The first time  I drove on the express, it was Christie's Yaris. Damn! My lungs were in my mouth but she wouldn't have me chicken out and yes I so brushed a man's vehicle, it was a forerunner. We flashed our 32 and he let us be but the next second I parked and let her lead.

The first time a boy hit me, it was my best friend Walata. It was during prep and we had no hostel master present. He slapped me hard; a very thunderous slap and he threatened to hit again! Fourteen years later he asks me to marry him and every time I scuff and close the Facebook/Whatsapp chat window.

The first time I got a visit in the hostel after a loooooong dry while, it was my mama. She saw me from afar talking to a boy in the corner. The very same boy she had seen once or twice around me in Lagos live and direct in Ikenne, Ogun State. The coconut rice with "ata sweswe" (fried stew), bournvita, powdered milk and all else she had brought took a journey back with her...halfway through the hostel gate till my matron's plea thawed her heart to drop them for me.

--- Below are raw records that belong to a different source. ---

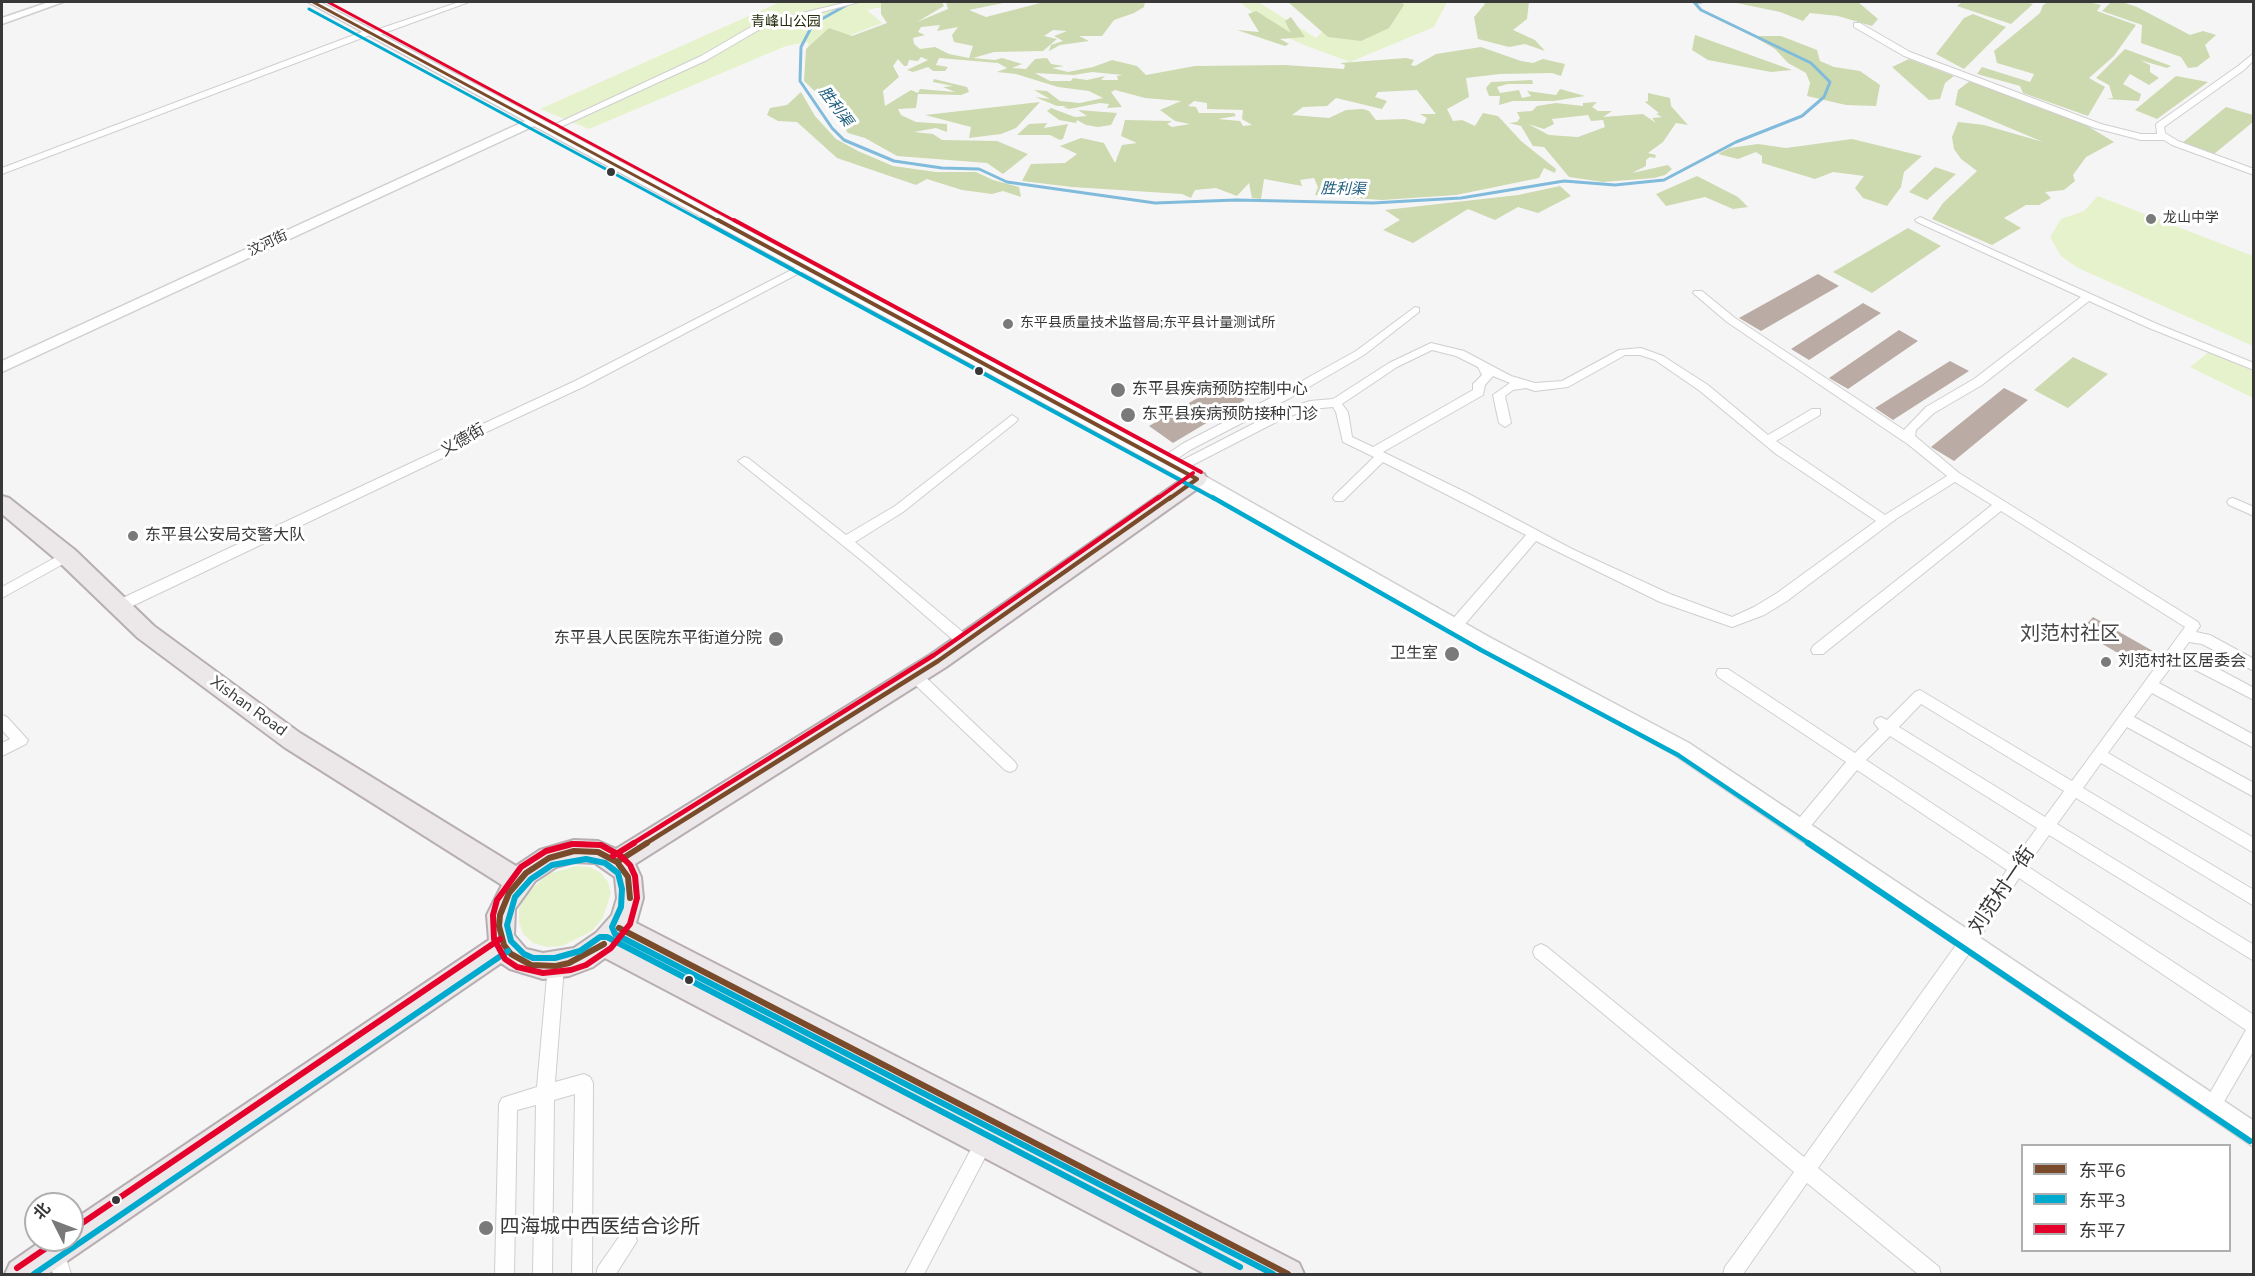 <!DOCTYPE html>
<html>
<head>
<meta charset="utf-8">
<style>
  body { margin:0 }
  #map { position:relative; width:2255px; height:1276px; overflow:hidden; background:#f6f5f6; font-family:"Nunito Sans","Noto Sans SC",sans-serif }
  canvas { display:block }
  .frame { position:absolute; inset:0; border:3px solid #383839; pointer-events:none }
  .legend { position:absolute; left:2021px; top:1144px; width:210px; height:108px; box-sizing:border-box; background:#fff; border:2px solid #afafb0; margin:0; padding:8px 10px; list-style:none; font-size:18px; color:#383839 }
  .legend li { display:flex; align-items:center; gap:12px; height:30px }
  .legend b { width:30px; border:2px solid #afafb0 }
  .north { position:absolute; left:24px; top:1192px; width:60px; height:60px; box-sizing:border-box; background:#fff; border:2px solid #afafb0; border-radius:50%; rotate:312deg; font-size:16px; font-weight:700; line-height:24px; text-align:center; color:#383839 }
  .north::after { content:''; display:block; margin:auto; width:21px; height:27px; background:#7a7a7b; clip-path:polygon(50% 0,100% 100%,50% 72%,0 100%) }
</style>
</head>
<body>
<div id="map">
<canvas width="2255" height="1276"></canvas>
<div class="frame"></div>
<ul class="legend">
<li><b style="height:8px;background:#7a4b2a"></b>东平6</li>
<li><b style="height:8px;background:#00a9ce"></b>东平3</li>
<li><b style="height:8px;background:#e4002b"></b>东平7</li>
</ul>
<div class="north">北</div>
</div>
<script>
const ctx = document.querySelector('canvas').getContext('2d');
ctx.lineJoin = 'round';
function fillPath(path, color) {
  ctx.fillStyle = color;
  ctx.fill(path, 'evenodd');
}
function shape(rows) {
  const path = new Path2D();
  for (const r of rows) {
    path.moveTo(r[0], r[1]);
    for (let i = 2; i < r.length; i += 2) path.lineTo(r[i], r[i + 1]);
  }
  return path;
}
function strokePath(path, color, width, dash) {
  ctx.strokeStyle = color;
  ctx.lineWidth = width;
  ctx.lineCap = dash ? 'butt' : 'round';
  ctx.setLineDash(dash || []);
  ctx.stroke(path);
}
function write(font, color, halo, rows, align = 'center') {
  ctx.font = font + ' "Nunito Sans","Noto Sans SC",sans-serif';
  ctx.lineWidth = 6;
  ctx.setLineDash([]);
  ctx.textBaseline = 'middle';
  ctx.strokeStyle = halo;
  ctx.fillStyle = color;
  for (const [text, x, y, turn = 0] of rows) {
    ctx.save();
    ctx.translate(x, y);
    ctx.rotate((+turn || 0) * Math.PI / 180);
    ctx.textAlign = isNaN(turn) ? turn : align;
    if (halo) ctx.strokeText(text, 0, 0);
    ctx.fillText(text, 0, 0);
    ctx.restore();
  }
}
fillPath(shape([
  [780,2,908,2,867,10,882,23,830,43,812,78,808,42,786,46,589,129,540,109],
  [1240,2,1258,2,1316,38,1351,2,1447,2,1434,27,1350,62,1304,45,1276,32],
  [2098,196,2253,256,2253,346,2078,268,2061,256,2050,237,2061,219,2084,211],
  [2210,351,2253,371,2253,398,2190,367],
  [576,866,590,867,601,873,608,882,611,893,603,918,592,931,562,946,547,947,533,943,523,934,519,922,519,909,525,895,548,874]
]), '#e6f2cb');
fillPath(shape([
  [888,2,942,2,944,6,917,22,948,9,946,2,1008,2,969,10,986,17,1044,2,1145,2,1144,7,1134,13,1114,20,1102,36,1079,36,1089,41,1060,45,1049,51,1051,45,1063,41,1054,36,1067,31,1053,30,1044,36,1057,39,1043,51,994,52,973,58,995,60,1002,58,1022,64,1012,68,1026,69,1035,59,1047,58,1051,64,1064,66,1052,68,1068,72,1093,67,1112,60,1137,66,1146,75,1195,66,1285,65,1344,69,1345,65,1340,63,1406,58,1414,60,1411,65,1415,66,1436,54,1481,47,1521,61,1533,63,1543,59,1565,64,1561,76,1552,73,1500,74,1466,78,1469,97,1447,109,1453,121,1462,120,1475,126,1483,113,1498,116,1521,141,1556,169,1555,173,1544,168,1539,178,1456,195,1382,200,1315,195,1318,187,1314,178,1300,180,1302,186,1264,179,1261,199,1252,198,1249,183,1237,196,1216,188,1195,190,1191,198,1182,194,1072,187,1022,181,1031,164,1065,163,1077,154,1060,146,1081,138,1104,143,1115,163,1122,145,1137,143,1121,136,1125,120,1172,121,1167,124,1172,127,1190,124,1175,121,1160,110,1181,101,1145,98,1115,90,1111,92,1122,107,1107,108,1109,104,1100,103,1069,109,1063,107,1067,106,1057,106,1035,97,1050,99,1034,90,1047,91,1060,101,1080,103,1103,98,1089,91,1058,87,1016,74,997,72,1007,68,998,63,939,58,936,65,948,67,945,71,933,71,928,67,913,72,907,70,928,60,921,57,918,61,909,60,907,66,904,66,898,59,893,66,899,77,883,91,885,106,911,90,918,93,920,89,955,92,943,87,953,86,933,82,934,79,967,87,969,92,961,95,918,94,916,108,898,109,901,115,916,122,947,124,947,132,936,128,914,132,933,134,942,140,997,141,1028,154,1003,174,987,163,897,156,865,138,848,133,826,102,804,81,806,49,829,28,852,36,887,23,881,14,881,3],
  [940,25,937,31,958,27,952,35,954,42,973,46,969,58,949,54,935,47,920,49,914,44,913,38,925,35,918,32,921,27],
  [1092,72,1123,75,1117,76,1118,80,1101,80,1105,76,1087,80,1073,78,1071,81,1050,81,1035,73,1074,75],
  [1417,90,1436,114,1420,114,1427,118,1424,124,1405,119,1376,120,1369,111,1363,109,1346,110,1329,118,1292,115,1303,107,1327,106,1336,98,1382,109,1387,101,1375,97,1378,92],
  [1194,101,1207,103,1207,109,1243,110,1242,119,1252,125,1243,126,1240,121,1218,119,1236,116,1234,113,1199,113,1196,107,1188,106],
  [1288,2,1401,2,1404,5,1389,28,1361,41,1328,37],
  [1483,2,1529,2,1527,19,1513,30,1535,40,1545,51,1525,44,1509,47,1478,39,1474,17,1485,4],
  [1732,2,1858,2,1878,19,1872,26,1838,16,1810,13,1803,21,1780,12],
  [1962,2,2025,2,2033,4,2011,24,1957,6],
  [2048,2,2088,2,2101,5,2097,11,2136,25,2114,56,2089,78,2105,87,2088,116,2023,93,2020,86,1977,74,1982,67,2030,82,2034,74,1997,63,1994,51,2040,13,2043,5],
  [2111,2,2122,2,2137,7,2190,35,2203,31,2216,35,2205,45,2210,57,2197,67,2188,68,2181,57,2141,43,2142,25,2102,11],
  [1256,11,1291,33,1285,21,1291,17,1305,37,1280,39,1289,44,1285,46,1237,30,1259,32,1248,14],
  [1973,14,2006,27,1964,69,1936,54,1964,18],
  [1695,35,1792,70,1771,72,1708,60,1692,50],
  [1753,36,1781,36,1817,50,1820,61,1834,67,1860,71,1880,85,1876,106,1846,105,1807,96,1810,83,1806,73,1788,63,1775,49],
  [2125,49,2171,66,2167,68,2140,60,2150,65,2150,72,2159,78,2149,85,2130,74,2123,84,2141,94,2139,101,2106,99,2113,98,2109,85,2096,78],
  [1909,59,1954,76,1945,83,1940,99,1929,100,1892,67],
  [2176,76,2208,82,2157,119,2135,110],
  [1532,80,1533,84,1508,84,1497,87,1500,93,1519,90,1522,98,1531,96,1527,91,1556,95,1560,89,1585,96,1554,101,1513,101,1499,105,1500,96,1489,96,1486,88,1491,82],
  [1970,81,2081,122,2114,142,2086,157,2073,175,2075,181,2064,190,2045,192,2051,198,2039,205,2026,205,2004,218,2021,228,1992,245,1932,219,1943,203,1977,171,1961,159,1954,149,1952,137,1958,122,1984,125,2043,142,1955,105,1958,90],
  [801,92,815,116,836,139,858,151,893,166,936,172,976,172,993,180,1019,187,1021,197,1003,191,992,194,962,190,927,179,916,185,837,158,797,122,778,121,767,115,770,108,787,105],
  [1648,93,1670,98,1671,106,1688,125,1676,123,1663,142,1648,153,1656,155,1655,158,1650,157,1646,160,1646,166,1632,173,1668,165,1672,169,1665,175,1654,178,1603,182,1569,177,1544,147,1533,146,1521,126,1509,123,1517,122,1520,118,1517,112,1532,111,1537,106,1556,103,1583,106,1583,103,1597,102,1592,107,1598,111,1612,111,1603,117,1643,114,1656,123,1652,118,1662,117,1656,114,1659,113,1645,102,1648,101],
  [1588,115,1591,121,1603,120,1605,127,1578,137,1549,135,1528,124,1544,129,1554,124,1552,119],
  [1040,102,1016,128,1001,134,969,138,971,127,925,115],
  [2226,107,2253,115,2253,122,2214,154,2182,143],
  [1051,108,1075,117,1087,116,1078,110,1117,113,1111,125,1098,127,1086,125,1077,120,1076,123,1059,120,1047,111],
  [1047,123,1044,128,1068,124,1063,139,1060,140,1050,135,1017,135,1029,124],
  [1852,139,1922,156,1904,172,1901,187,1887,206,1863,198,1855,188,1864,176,1833,172,1815,179,1762,163,1762,156,1756,152,1738,159,1718,154,1729,148,1758,144,1786,148],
  [1935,167,1956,174,1927,200,1909,192],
  [1697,176,1738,197,1748,207,1733,209,1705,197,1666,206,1656,194],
  [1560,186,1571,196,1538,213,1518,207,1495,220,1468,209,1413,243,1383,230,1400,220,1385,210,1518,195],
  [1908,228,1941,246,1872,293,1833,272],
  [2073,357,2108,374,2068,408,2034,390]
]), '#cdd9af');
strokePath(shape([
  [852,2,813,24,801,47,800,81,832,128,844,140,894,161,942,168,979,169,1007,182,1155,203,1236,200,1373,203,1461,198,1564,181,1615,185,1664,180,1736,142,1802,116,1824,97,1830,82,1811,63,1701,10,1694,2,1701,2]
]), '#81bbdb', 3);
fillPath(shape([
  [1818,274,1839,286,1761,331,1739,318],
  [1863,303,1881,313,1809,360,1791,349],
  [1899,330,1918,341,1848,389,1829,378],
  [1950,361,1969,371,1893,420,1875,408],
  [1220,385,1245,400,1173,443,1149,426],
  [2004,388,2028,400,1954,461,1931,447],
  [2093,617,2160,655,2147,670,2080,631]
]), '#baaca5');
const minor = shape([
  [459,2,469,2,376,36,370,35,2,174,2,168,367,30,373,31,459,2],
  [848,2,859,2,762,28,707,60,552,131,545,129,701,56,756,24,848,2],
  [1854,23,1860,23,1910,52,2101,124,2141,134,2157,134,2156,124,2238,66,2254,53,2254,60,2244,70,2164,127,2165,133,2178,141,2254,169,2254,175,2172,145,2164,140,2141,140,2095,128,1904,56,1854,27,1854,23],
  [1920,217,2157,324,2254,363,2254,370,2149,328,2089,301,1982,385,1934,413,1916,430,1915,436,1959,473,2198,622,2200,626,2196,632,2210,635,2254,659,2254,671,2202,644,2189,642,2183,650,2254,688,2254,700,2176,660,2159,683,2254,735,2254,748,2152,693,2134,717,2254,783,2254,797,2127,727,2108,753,2254,838,2254,853,2101,763,2083,788,2254,890,2254,906,2076,798,2057,824,2254,945,2254,961,2049,835,2027,866,2254,1015,2254,1050,2218,1112,2212,1115,2206,1112,2203,1106,2206,1100,2246,1030,2019,878,1973,948,1818,1168,1939,1267,1941,1274,1918,1274,1807,1183,1743,1274,1723,1274,1725,1267,1794,1172,1535,957,1533,952,1535,947,1541,944,1547,947,1804,1157,1961,938,2007,870,1857,770,1805,833,1800,835,1795,833,1792,828,1795,823,1846,762,1718,677,1716,673,1718,669,1728,669,1855,753,1879,729,1874,723,1876,719,1881,717,1887,720,1915,692,1920,690,2072,781,2185,627,2001,511,1823,654,1813,654,1811,650,1813,646,1992,505,1955,482,1896,519,1787,601,1764,615,1732,627,1660,602,1536,541,1460,630,1455,631,1450,630,1448,626,1450,622,1526,535,1383,462,1343,501,1335,501,1333,498,1335,495,1374,457,1343,442,1336,412,1333,407,1311,409,1284,418,1181,471,1173,471,1171,468,1173,465,1276,412,1310,401,1333,399,1389,363,1431,343,1464,351,1511,376,1535,383,1562,381,1619,350,1641,348,1663,356,1708,385,1768,435,1812,409,1820,409,1820,415,1776,441,1885,515,1947,476,1909,445,1727,322,1693,293,1694,291,1702,291,1735,318,1904,430,1926,407,1974,379,2081,297,1917,222,1915,220,1920,217],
  [1432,350,1456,356,1478,367,1482,375,1473,384,1473,390,1373,447,1352,437,1348,412,1342,404,1397,367,1432,350],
  [1625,355,1640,355,1655,360,1700,391,1776,454,1876,521,1777,593,1754,607,1732,617,1670,594,1572,549,1467,493,1383,452,1483,395,1485,385,1493,376,1510,383,1493,395,1499,423,1505,427,1511,423,1505,396,1513,390,1526,388,1535,391,1568,387,1625,355],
  [1921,704,2064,791,2045,817,1899,727,1921,704],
  [1890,736,2037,828,2015,858,1866,760,1890,736],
  [803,264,808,267,807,269,583,387,463,443,449,455,124,610,114,610,112,606,114,602,441,449,455,437,575,381,803,264],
  [1415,307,1419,308,1419,312,1364,355,1290,398,1190,450,1168,465,1160,465,1158,462,1160,459,1182,444,1282,392,1356,351,1415,307],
  [1012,415,1018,419,1016,422,903,512,855,542,970,638,972,642,970,646,965,647,960,646,866,564,738,461,744,457,748,458,846,535,895,506,1012,415],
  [2233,498,2254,507,2254,516,2229,505,2227,502,2229,499,2233,498],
  [67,551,72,553,73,556,72,559,2,598,2,587,67,551],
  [915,670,920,672,1015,762,1017,766,1015,770,1010,772,1005,770,910,680,908,676,910,672,915,670],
  [2,715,7,717,28,740,26,744,2,756,2,743,10,739,2,730,2,715],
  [556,958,562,961,564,966,555,1082,584,1074,590,1077,593,1083,592,1274,572,1274,575,1094,554,1100,552,1274,533,1274,536,1105,517,1110,514,1274,495,1274,499,1104,502,1098,537,1087,548,966,550,961,556,958],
  [984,1133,990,1136,993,1142,990,1148,924,1274,905,1274,978,1136,984,1133],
  [628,1232,635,1234,637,1241,616,1274,596,1274,598,1267,621,1234,628,1232],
  [55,1243,62,1245,71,1274,53,1274,46,1252,48,1245,55,1243]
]);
const tertiary = shape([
  [49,2,63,2,2,24,2,18,49,2],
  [308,2,320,2,539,118,1203,475,1491,638,1689,743,2254,1121,2254,1147,1675,755,1479,648,1191,483,534,126,2,372,2,361,525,121,308,2]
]);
const primary = shape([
  [1197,472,1204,474,1207,479,1204,484,946,667,635,864,641,877,643,898,636,923,1299,1263,1304,1274,1205,1274,605,958,593,967,569,976,543,979,510,969,501,963,48,1274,5,1274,10,1263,43,1240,72,1240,72,1221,489,940,487,915,502,885,284,747,138,638,59,562,2,514,2,496,9,498,75,550,154,626,300,733,516,866,540,850,574,840,598,841,616,849,930,655,1190,474,1197,472],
  [574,862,595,863,615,877,617,898,612,915,596,933,574,948,543,953,526,949,514,935,515,909,535,881,556,867,574,862]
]);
strokePath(minor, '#d0ced0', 2);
strokePath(tertiary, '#d0ced0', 3);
strokePath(primary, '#b7aeb1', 4);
fillPath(minor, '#fefefe');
fillPath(tertiary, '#fefefe');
fillPath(primary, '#ece7e9');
strokePath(shape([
  [313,2,721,222]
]), '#7a4b2a', 3);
strokePath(shape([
  [718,220,1197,479],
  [1169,499,1197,479]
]), '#7a4b2a', 4);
strokePath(shape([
  [645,844,938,661,1171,497]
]), '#7a4b2a', 4.5);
strokePath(shape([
  [617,862,647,843],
  [619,928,1288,1274],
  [604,944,569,963,556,966,531,965,511,954,504,945,499,926,500,915,509,893,526,873,549,858,574,851,598,852,617,862,628,877,630,898]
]), '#7a4b2a', 6);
strokePath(shape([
  [309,9,704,222]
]), '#00a9ce', 3);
strokePath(shape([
  [701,220,1215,499]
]), '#00a9ce', 4);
strokePath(shape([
  [1212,497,1481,650,1678,755,1810,844]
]), '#00a9ce', 4.5);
strokePath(shape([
  [1808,843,2250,1141],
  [1240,1267,607,937,600,937,580,951,555,958,533,958,524,954,511,941,507,925,515,897,531,879,552,865,586,859,605,863,618,873,622,889,621,907,612,927,615,934,1273,1274],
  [34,1274,508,951]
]), '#00a9ce', 6);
strokePath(shape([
  [328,2,737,222]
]), '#e4002b', 3);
strokePath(shape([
  [734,220,1201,472],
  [1157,499,1193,473]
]), '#e4002b', 4);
strokePath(shape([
  [574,844,585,844],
  [632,844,934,655,1159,497]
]), '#e4002b', 4.5);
strokePath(shape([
  [572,844,546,851,521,867,497,900,493,915,494,939,505,959,517,967,543,973,571,970,586,965,611,948,630,924,637,898,635,876,630,865,621,856,601,845,574,844],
  [613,856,634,843],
  [72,1230,500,939],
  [17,1268,58,1240]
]), '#e4002b', 6);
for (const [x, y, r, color] of [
  [611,172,5,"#383839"],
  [2151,219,6,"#7a7a7b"],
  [1008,324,6,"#7a7a7b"],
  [979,371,5,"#383839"],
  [1118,390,8,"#7a7a7b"],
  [1128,415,8,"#7a7a7b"],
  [133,536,6,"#7a7a7b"],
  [776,639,8,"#7a7a7b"],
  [1452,654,8,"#7a7a7b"],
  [2106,662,6,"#7a7a7b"],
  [689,980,5,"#383839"],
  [116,1200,5,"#383839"],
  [486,1228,8,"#7a7a7b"]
]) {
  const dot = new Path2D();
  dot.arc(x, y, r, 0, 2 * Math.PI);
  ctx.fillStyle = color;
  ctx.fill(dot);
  strokePath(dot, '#fff', 2);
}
write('14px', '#252e0c', '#fff', [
  ["青峰山公园",786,23]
]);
write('14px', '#383839', '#fff', [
  ["龙山中学",2163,219],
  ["东平县质量技术监督局;东平县计量测试所",1020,324]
], 'left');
write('14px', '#383839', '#fff', [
  ["汶河街",268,244,-25]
]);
write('italic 15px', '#1d5c7c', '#fff', [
  ["胜利渠",835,107,53],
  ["胜利渠",1343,190,1]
]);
write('16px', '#383839', '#fff', [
  ["东平县疾病预防控制中心",1132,390],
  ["东平县疾病预防接种门诊",1142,415],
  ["东平县公安局交警大队",145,536],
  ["东平县人民医院东平街道分院",762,639,"right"],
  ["卫生室",1438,654,"right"],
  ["刘范村社区居委会",2118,662]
], 'left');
write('16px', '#383839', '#fff', [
  ["义德街",463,441,-30],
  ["Xishan Road",248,707,36]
]);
write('20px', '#484649', '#fff', [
  ["刘范村社区",2070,635]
]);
write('20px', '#383839', '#fff', [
  ["刘范村一街",2003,891,-56]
]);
write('20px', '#383839', '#fff', [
  ["四海城中西医结合诊所",500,1228]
], 'left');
</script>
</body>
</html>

The first time I went to Sokoto State, it was to NYSC camp in Farfaru. I lived like a queen drinking bottled water and eating food ONLY from maami market. The weather was unkind to me but the serving doctors were kinder. I learned to laugh and dance and play like the mallamas without a care in the world.

The first time I fell genuinely in love, it was with myself. Only recently have I come to extremely adore myself and enjoy my own company. I treat me good. I take me out. I teach myself. I laugh with myself. I respect me, honor me and my confidence in me grows daily.

That's a list of a few of my firsts...what 'first' stands out for you?

Happy New Year beautiful people. May 2016 be lovelier, grander and merrier than the last. Today is a first of many...take charge, make it count.